Similar to Zandalinas et al. (2017), two different groups of treatment were established: well-watered plants at 25 °C (CT) and plants subjected to water stress at 40 °C (WS + HS). Temperature treatment was applied for 6 days whereas water stress was imposed by transferring plants to dry perlite for the last 24 h (Fig. 1).

Leaf damage and relative water content

Leaf damage was evaluated after stress treatments. Chlorotic or wilted leaves were considered damaged leaves. Relative water content (RWC) of leaves was calculated after stress treatments by using at least three leaves from the same age and position from three different plants, which were weighed to obtain a leaf fresh weight (Mf). Leaves were allowed to rehydrate overnight in an opaque beaker filled with water. Therefore, they were reweighed to obtain turgid weight (Mt). Finally, leaves were dried at 80 °C for 48 h to obtain dry weight (Md). RWC was calculated as [(Mf−Md) × (Mt−Md)−1] × 100 according to Morgan (1984).

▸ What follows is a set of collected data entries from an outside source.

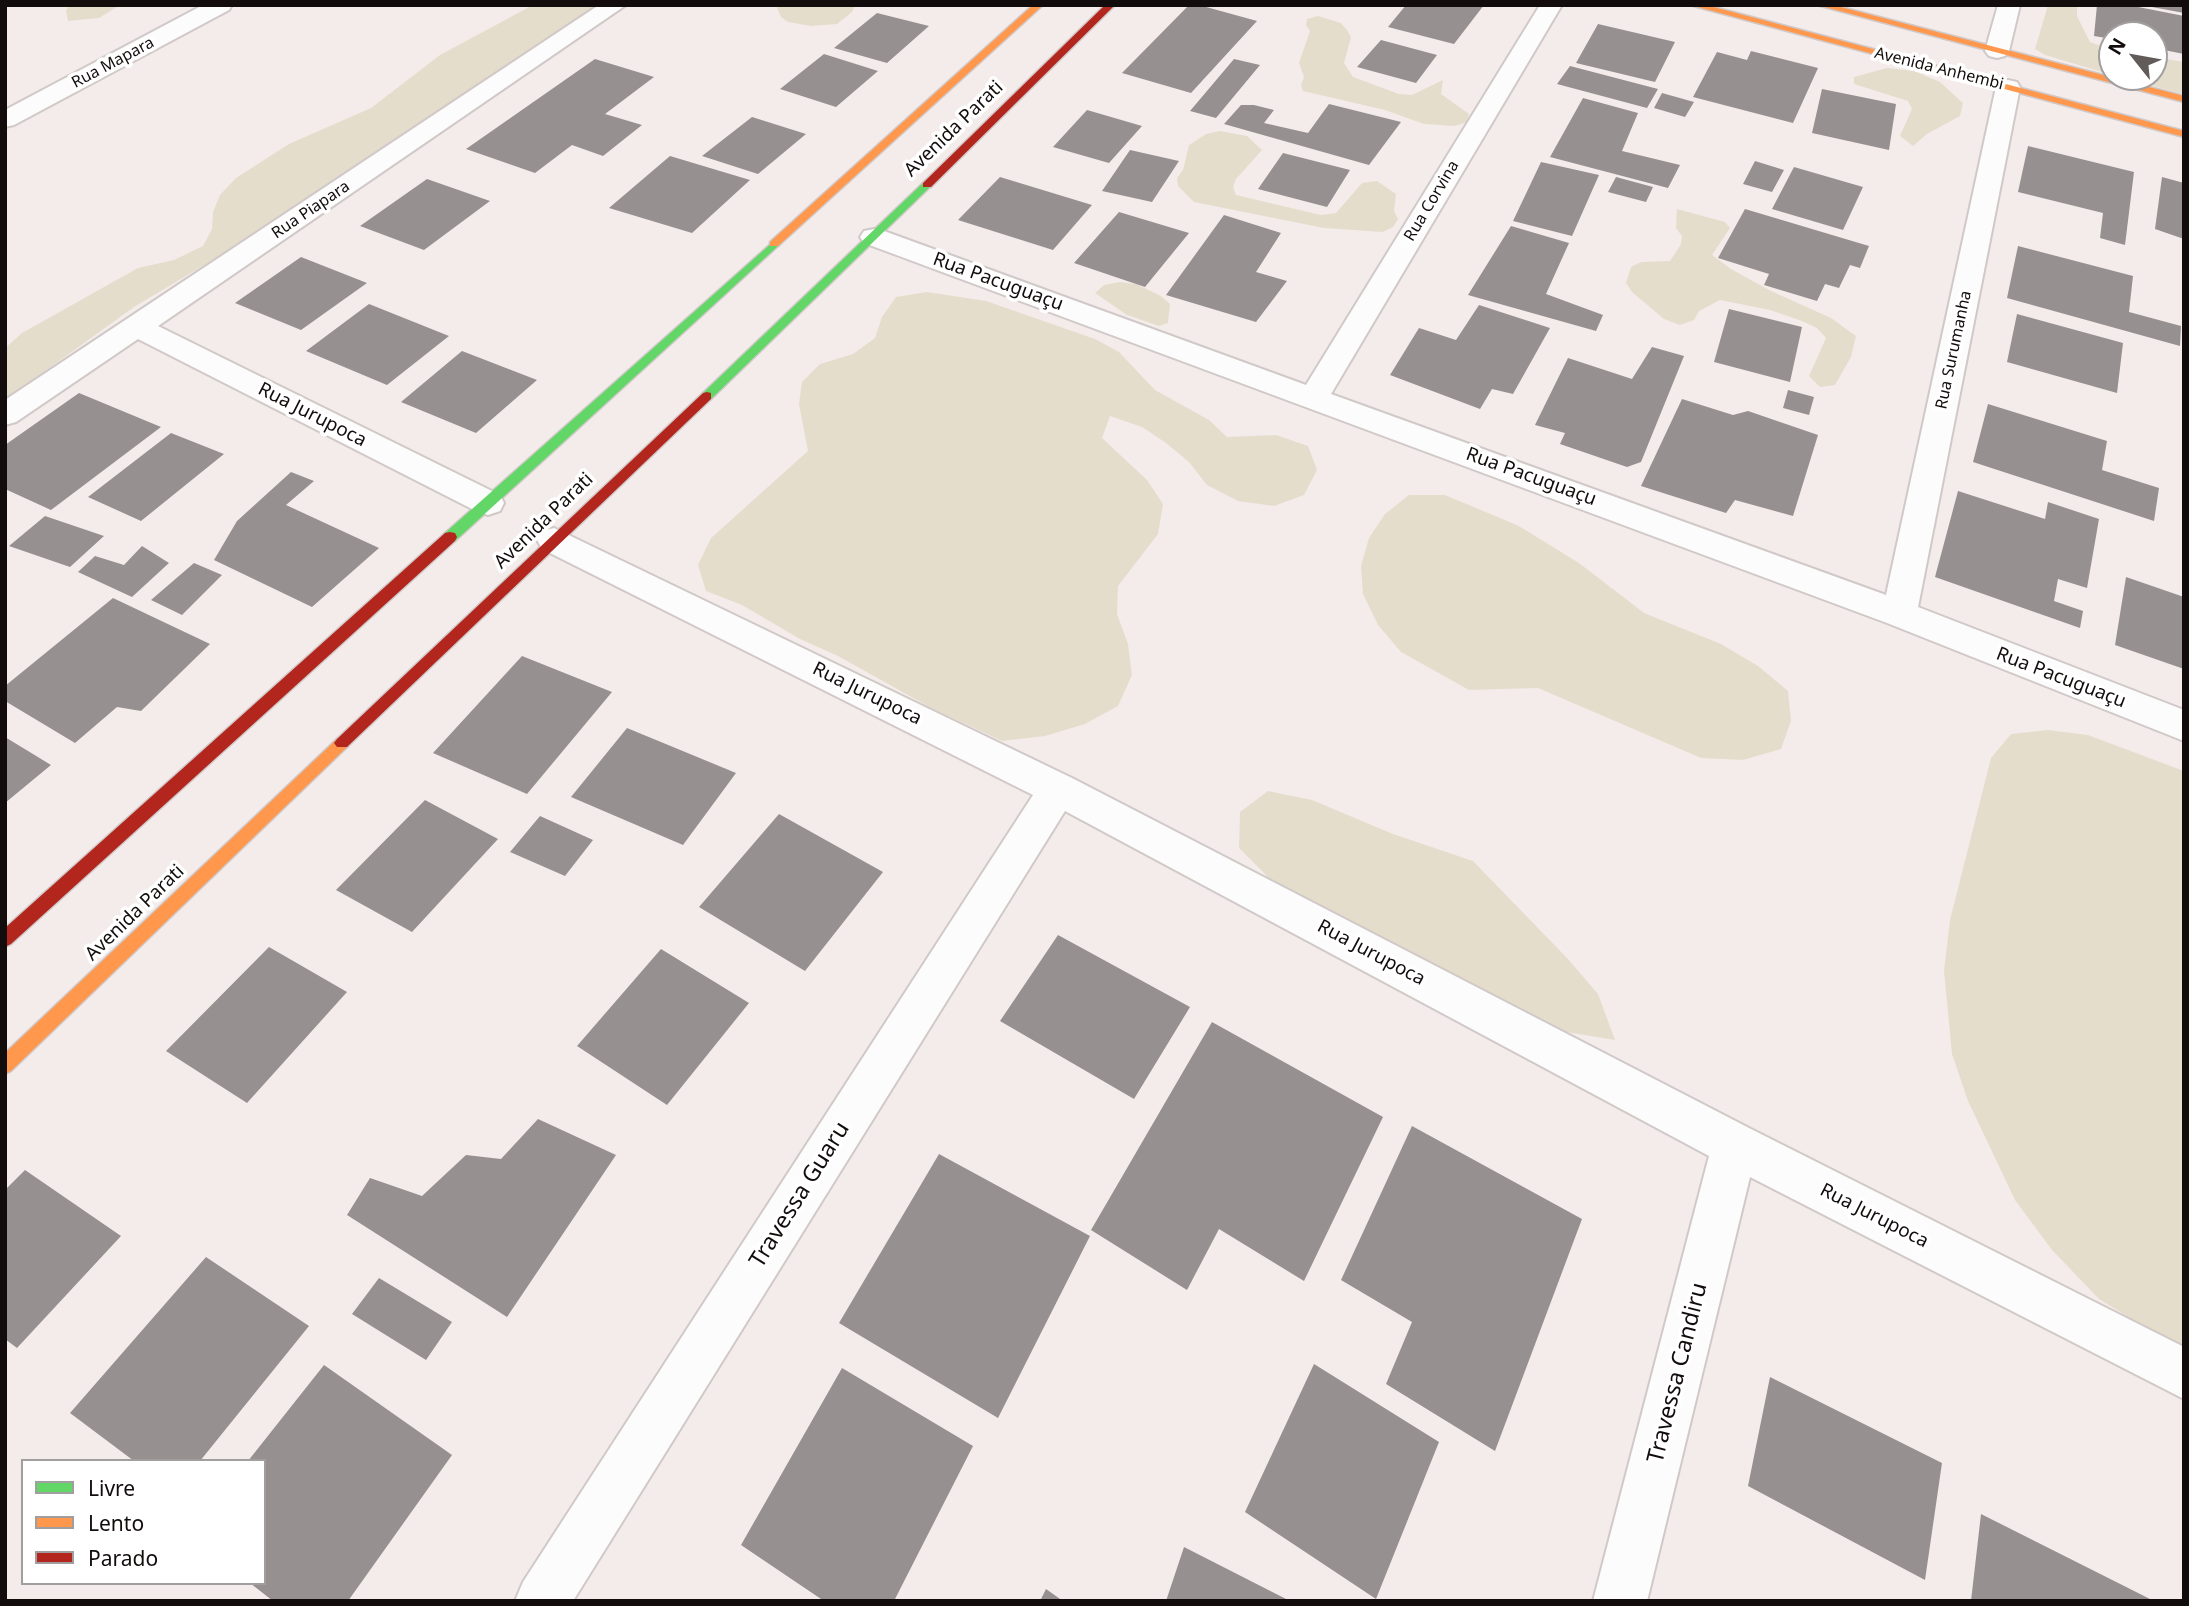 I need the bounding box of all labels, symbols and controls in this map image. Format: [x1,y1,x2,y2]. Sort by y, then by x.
north arrow [2098,21,2168,91]
street label: Rua Mapara [69,33,157,93]
text: N [2102,33,2132,60]
street label: Avenida Anhembi [1872,44,2006,94]
street label: Avenida Parati [900,76,1008,182]
street label: Rua Corvina [1400,157,1464,245]
street label: Rua Piapara [268,177,354,243]
street label: Rua Pacuguaçu [930,248,1066,316]
street label: Rua Surumanha [1932,289,1976,411]
street label: Rua Jurupoca [254,378,370,452]
street label: Rua Pacuguaçu [1463,443,1599,511]
street label: Avenida Parati [490,468,598,574]
street label: Rua Pacuguaçu [1993,643,2129,713]
street label: Rua Jurupoca [809,658,925,730]
street label: Avenida Parati [81,860,189,966]
street label: Rua Jurupoca [1313,915,1429,991]
street label: Travessa Guaru [744,1117,856,1273]
street label: Rua Jurupoca [1816,1179,1932,1253]
street label: Travessa Candiru [1642,1280,1714,1466]
legend [21,1459,266,1585]
text: Livre [88,1474,135,1502]
text: Lento [88,1509,144,1537]
text: Parado [88,1544,158,1572]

Maximum efficiency of photosystem II (ΦPSII) and photosynthesis rate

ΦPSII was measured with a portable fluorometer (FluorPen FP-MAX 100, Photon Systems Instruments, Czech Republic) after stress treatments. Photosynthetic measurements were taken from at least 15 plants using three adult leaves per plant for each stress treatment, and each experiment was repeated at least three times. Photosynthesis rate (A) was measured with a LCpro + portable infrared gas analyzer (ADC BioScientific Ltd., Hoddesdon, UK) under ambient CO2 and moisture. Supplemental light was provided by a photosynthetic active radiation (PAR) lamp at 1000 μmol m−2 s−1 and air flow was set at 150 μmol mol−1. After instrument stabilization, at least 10 measurements were taken on three leaves in three replicate plants from each stress treatment.

H2O2 and antioxidant enzyme activity

H2O2 accumulation in leaves was measured by using a commercial kit (Amplex Red hydrogen peroxide-peroxidase assay, Molecular Probes/Invitrogen, Eugene, OR, USA) as described in Balfagón et al. (2019) with few modifications. Briefly, 500 μL of 50 mM sodium P buffer at pH 7.4, containing 50 μM of Amplex Red reagent and 0.05 U mL−1 of horseradish peroxidase, was added to approximately 40 mg of leaf ground frozen tissue and incubated for 30 min at room temperature in the dark. Then, samples were centrifuged at 12,000 g for 12 min at 4 °C and 50 μL of supernatant transferred into new opaque tubes. Absorbance at 560 nm was measured by using a NanoDrop Spectrophotometer (Thermo Fisher Scientific, Wilmington, DE, USA). The concentration of H2O2 in each sample was determined from a standard curve consisting of 0, 0.5, 1, 3, 6, and 9 μM of H2O2. After absorbance measurement, H2O2 accumulation per gram of fresh weight was calculated.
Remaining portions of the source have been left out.